*** Opening Exercise material ***
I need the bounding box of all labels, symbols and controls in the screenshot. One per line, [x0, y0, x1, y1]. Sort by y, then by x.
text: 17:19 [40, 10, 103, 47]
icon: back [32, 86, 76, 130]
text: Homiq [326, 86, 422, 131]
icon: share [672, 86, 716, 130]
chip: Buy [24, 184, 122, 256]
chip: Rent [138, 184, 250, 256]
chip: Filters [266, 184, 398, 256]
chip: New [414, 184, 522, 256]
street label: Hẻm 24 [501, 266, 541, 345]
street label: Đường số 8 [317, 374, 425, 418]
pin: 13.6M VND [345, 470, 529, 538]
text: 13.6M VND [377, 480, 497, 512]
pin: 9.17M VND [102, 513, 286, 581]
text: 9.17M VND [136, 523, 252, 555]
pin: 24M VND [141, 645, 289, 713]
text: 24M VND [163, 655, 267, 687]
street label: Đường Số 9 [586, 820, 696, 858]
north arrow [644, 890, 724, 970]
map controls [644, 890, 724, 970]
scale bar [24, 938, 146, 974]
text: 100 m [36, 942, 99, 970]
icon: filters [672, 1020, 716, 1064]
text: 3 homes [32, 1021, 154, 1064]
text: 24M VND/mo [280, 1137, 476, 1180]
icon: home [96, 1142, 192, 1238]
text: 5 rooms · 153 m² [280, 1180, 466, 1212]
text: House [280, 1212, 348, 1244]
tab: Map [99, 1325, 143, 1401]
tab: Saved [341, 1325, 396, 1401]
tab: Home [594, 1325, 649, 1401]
*** Closing Exercise material ***
● **Exercise brief**:
Exact output of every entry is required.

● **Exercise output**:
I need the bounding box of all labels, symbols and controls in the screenshot. One per line, [x0, y0, x1, y1]. Sort by y, then by x.
text: 17:19 [40, 10, 103, 47]
icon: back [32, 86, 76, 130]
text: Homiq [326, 86, 422, 131]
icon: share [672, 86, 716, 130]
chip: Buy [24, 184, 122, 256]
chip: Rent [138, 184, 250, 256]
chip: Filters [266, 184, 398, 256]
chip: New [414, 184, 522, 256]
street label: Hẻm 24 [501, 266, 541, 345]
street label: Đường số 8 [317, 374, 425, 418]
pin: 13.6M VND [345, 470, 529, 538]
text: 13.6M VND [377, 480, 497, 512]
pin: 9.17M VND [102, 513, 286, 581]
text: 9.17M VND [136, 523, 252, 555]
pin: 24M VND [141, 645, 289, 713]
text: 24M VND [163, 655, 267, 687]
street label: Đường Số 9 [586, 820, 696, 858]
north arrow [644, 890, 724, 970]
map controls [644, 890, 724, 970]
scale bar [24, 938, 146, 974]
text: 100 m [36, 942, 99, 970]
icon: filters [672, 1020, 716, 1064]
text: 3 homes [32, 1021, 154, 1064]
text: 24M VND/mo [280, 1137, 476, 1180]
icon: home [96, 1142, 192, 1238]
text: 5 rooms · 153 m² [280, 1180, 466, 1212]
text: House [280, 1212, 348, 1244]
tab: Map [99, 1325, 143, 1401]
tab: Saved [341, 1325, 396, 1401]
tab: Home [594, 1325, 649, 1401]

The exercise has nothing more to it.